How elections threw a spanner in the works
The French elections saw a surge in support for the New Popular Front (NFP) coalition, which has since proposed some changes to how crypto is taxed in France, as part of their broader overhauls of the country’s wealth tax.
Capital gains on the sale of crypto assets would be subject to higher taxes under an NPF government, which has promised to add more tax brackets. Rates currently range from 0% to 45%, but the NPF proposes to add progressivity by creating additional brackets, with rates going up to 90%. In addition, the NPF also proposes to include cryptocurrencies in a potential wealth tax, with the rate escalating based on the value of the assets. But what is potentially most radical is the inclusion of an exit tax for cryptocurrencies. This could force people to pay taxes on unrealized gains from their cryptocurrencies, should they choose to leave the country.
It is of course the fundamental right of a country to determine the taxes best suited to provide the best quality of life for its citizens. However, the commercial reality is that if these new tax proposals are implemented into law, cryptocurrency businesses will likely consider jurisdictions other than France.
Does it really matter?
Despite its popularity, the NPF has not won a majority in Parliament, meaning that bills cannot be passed decisively. The situation is not helped by the infighting that exists within the party on many issues.
Due to the lack of political direction within the French Parliament, there is no immediate concern about the impact of the aforementioned tax proposals on the cryptocurrency industry. While the taxes could potentially be offset by research and development credits, this represents an additional administrative burden.
However, France’s lack of policy coordination has longer-term consequences. European markets are implementing the latest updates to MiCA into their national legislation. Although France is currently ahead of most other countries, if infighting blocks MiCA implementation, other jurisdictions could become more attractive.
Looking Ahead: What Cryptocurrency Businesses Really Need
If calls for higher taxes grow in the country, France may no longer be the best place for cryptocurrency businesses. This is precisely why some companies have recently left France to set up in tax havens like the Netherlands or Ireland.
Beyond tax considerations, crypto companies want some certainty and clarity in regulation, especially regulation that balances consumer protection and innovation. For now, France seems to be achieving this.
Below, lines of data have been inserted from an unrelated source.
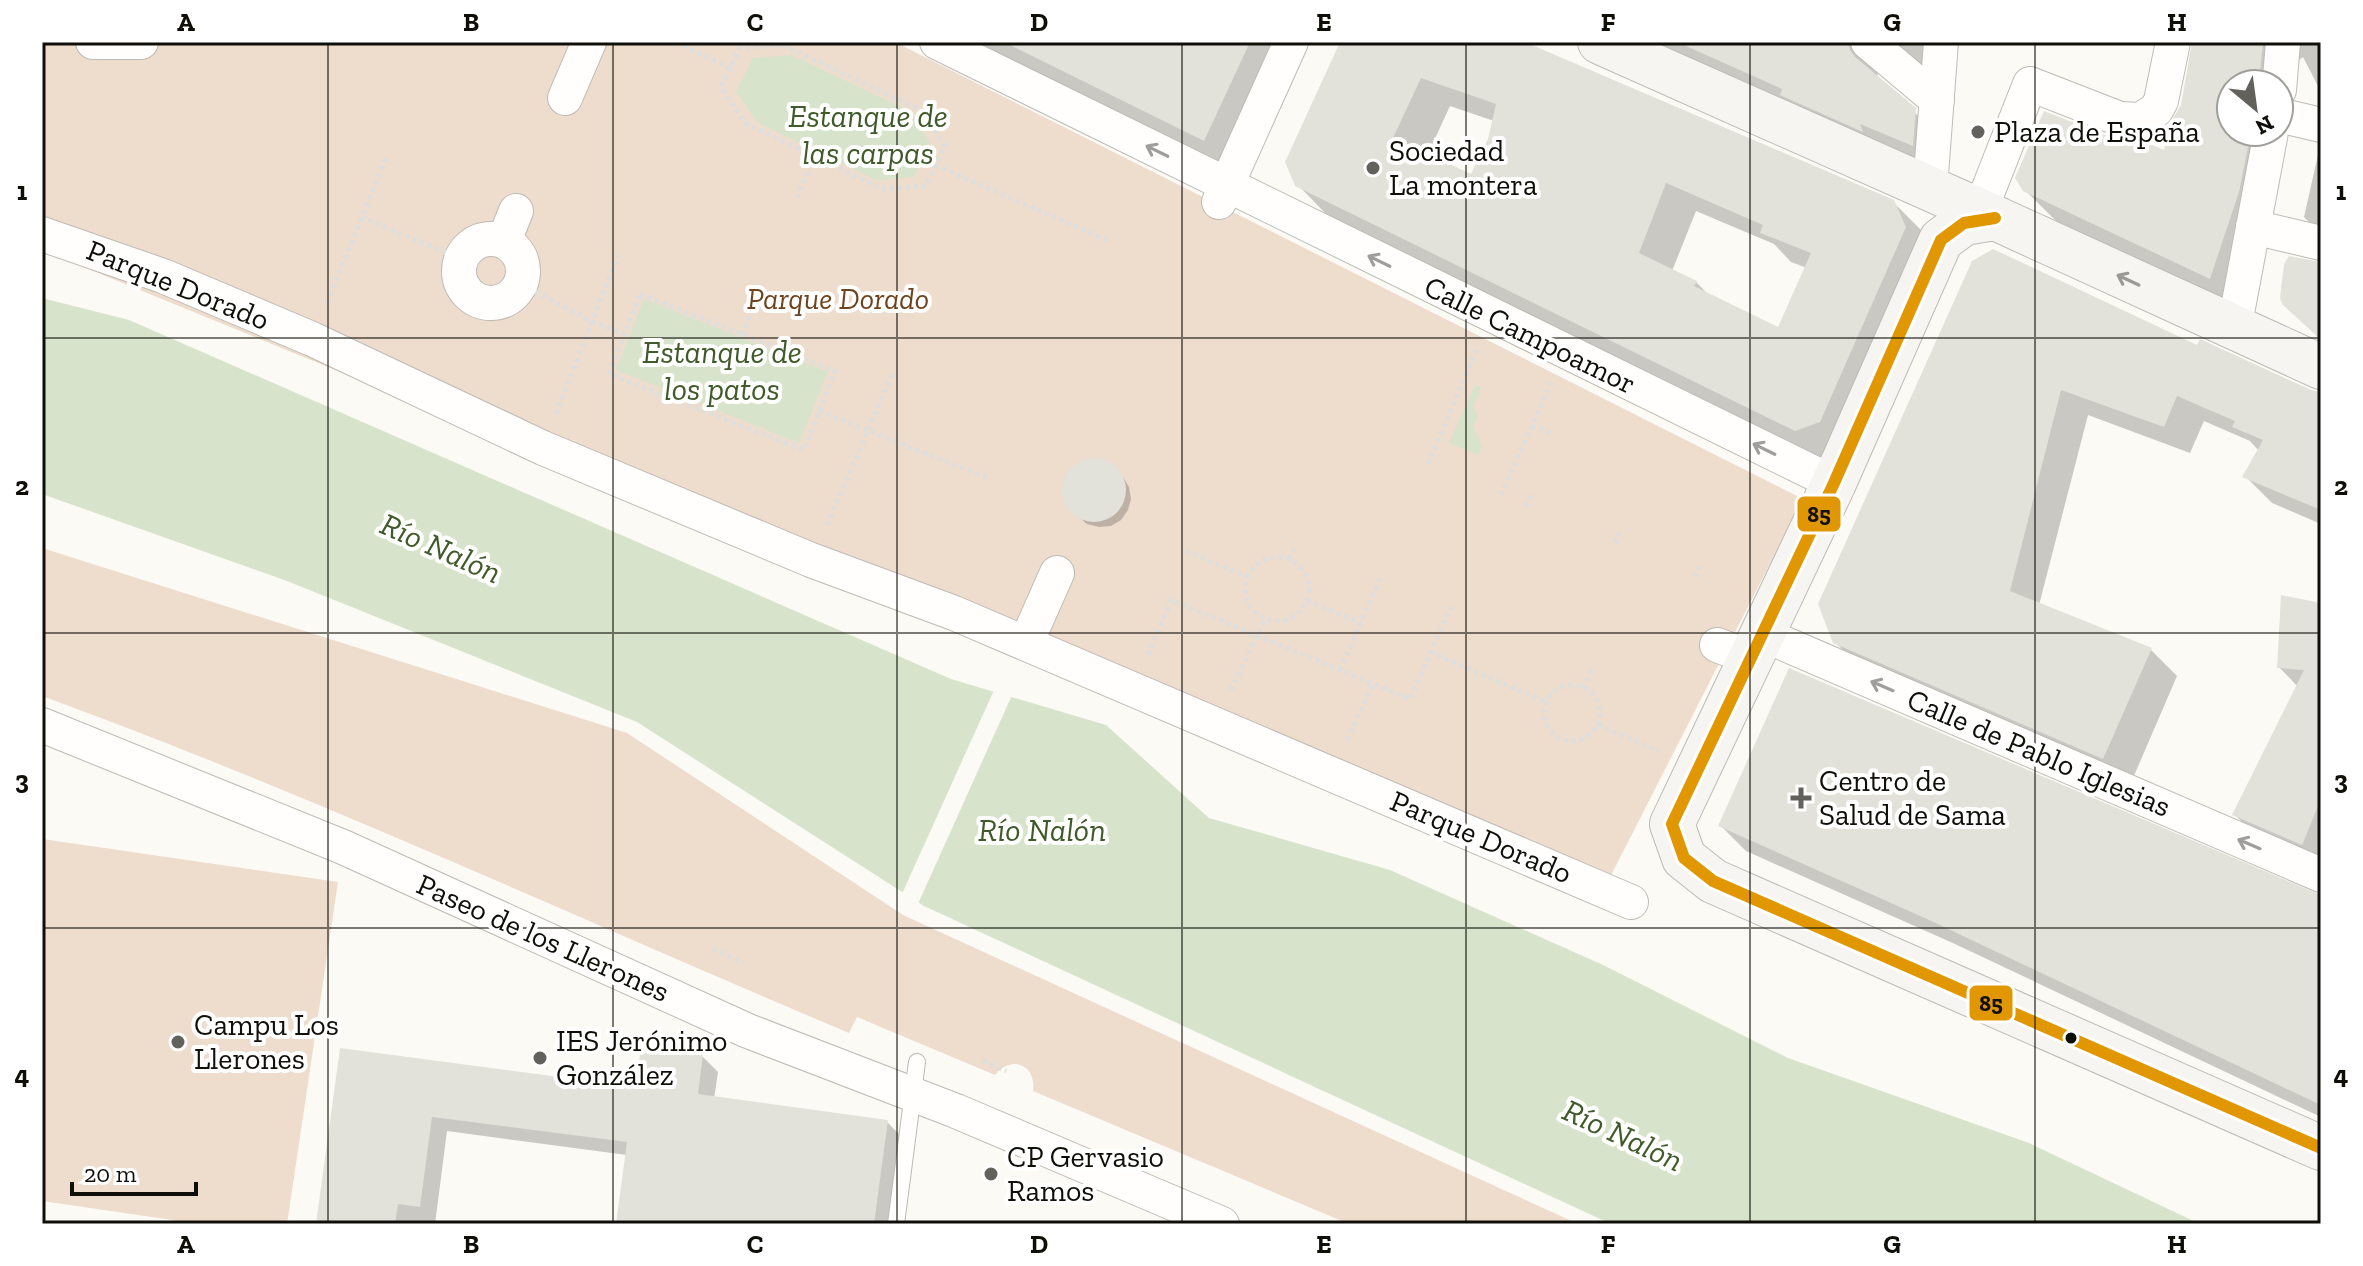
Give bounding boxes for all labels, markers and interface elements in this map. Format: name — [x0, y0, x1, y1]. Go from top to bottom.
text: A — [177, 6, 195, 38]
text: B — [463, 6, 479, 38]
text: C — [747, 6, 763, 38]
text: D — [1030, 6, 1048, 38]
text: E — [1316, 6, 1332, 38]
text: F — [1601, 6, 1616, 38]
text: G — [1883, 6, 1901, 38]
text: H — [2167, 6, 2187, 38]
north arrow — [2215, 68, 2295, 148]
water label: Estanque de las carpas — [788, 97, 948, 172]
text: N — [2250, 109, 2278, 141]
place label: Plaza de España — [1994, 114, 2200, 150]
marker: Plaza de España — [1969, 123, 1987, 141]
place label: Sociedad La montera — [1389, 133, 1537, 203]
one-way arrow — [1145, 143, 1169, 158]
marker: Sociedad La montera — [1364, 159, 1382, 177]
text: 1 — [17, 175, 28, 207]
text: 1 — [2336, 175, 2347, 207]
street label: Parque Dorado — [82, 232, 274, 338]
one-way arrow — [1368, 252, 1392, 268]
street label: Calle Campoamor — [1418, 268, 1642, 402]
one-way arrow — [2116, 272, 2140, 287]
park label: Parque Dorado — [747, 281, 929, 317]
water label: Estanque de los patos — [642, 333, 802, 408]
one-way arrow — [1752, 441, 1776, 456]
text: 2 — [15, 470, 29, 502]
text: 2 — [2334, 470, 2348, 502]
line badge: 85 — [1796, 495, 1842, 533]
text: 85 — [1807, 501, 1831, 528]
water label: Río Nalón — [375, 505, 507, 591]
one-way arrow — [1870, 677, 1895, 692]
street label: Calle de Pablo Iglesias — [1902, 681, 2176, 825]
place label: Centro de Salud de Sama — [1819, 763, 2006, 833]
text: 3 — [15, 764, 29, 796]
text: 3 — [2334, 764, 2348, 796]
street label: Parque Dorado — [1385, 783, 1577, 891]
marker: Centro de Salud de Sama — [1790, 787, 1812, 809]
water label: Río Nalón — [978, 811, 1106, 849]
one-way arrow — [2238, 836, 2262, 851]
street label: Paseo de los Llerones — [411, 866, 675, 1010]
line badge: 85 — [1968, 984, 2014, 1022]
text: 85 — [1979, 990, 2003, 1017]
place label: Campu Los Llerones — [194, 1007, 339, 1077]
place label: IES Jerónimo González — [556, 1023, 727, 1093]
unlabelled marker — [2063, 1030, 2079, 1046]
marker: Campu Los Llerones — [169, 1033, 187, 1051]
marker: IES Jerónimo González — [531, 1049, 549, 1067]
text: 4 — [15, 1059, 30, 1091]
text: 4 — [2334, 1059, 2349, 1091]
water label: Río Nalón — [1557, 1091, 1689, 1179]
place label: CP Gervasio Ramos — [1007, 1139, 1164, 1209]
scale bar — [72, 1146, 196, 1196]
text: 20 m — [84, 1159, 137, 1188]
marker: CP Gervasio Ramos — [982, 1165, 1000, 1183]
text: A — [177, 1228, 195, 1260]
text: B — [463, 1228, 479, 1260]
text: C — [747, 1228, 763, 1260]
text: D — [1030, 1228, 1048, 1260]
text: E — [1316, 1228, 1332, 1260]
text: F — [1601, 1228, 1616, 1260]
text: G — [1883, 1228, 1901, 1260]
text: H — [2167, 1228, 2187, 1260]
But with the growing divide between left and right, that sense of stability is less certain.
Cryptocurrency companies, like any other organization, make their decisions based on a number of factors. Tax rules, regulatory conditions, and talent pools are all important criteria to consider. So far, France has excelled in each of these categories. However, if it wants to maintain its leadership position in the cryptocurrency space, it will have to continue to maintain this delicate balance.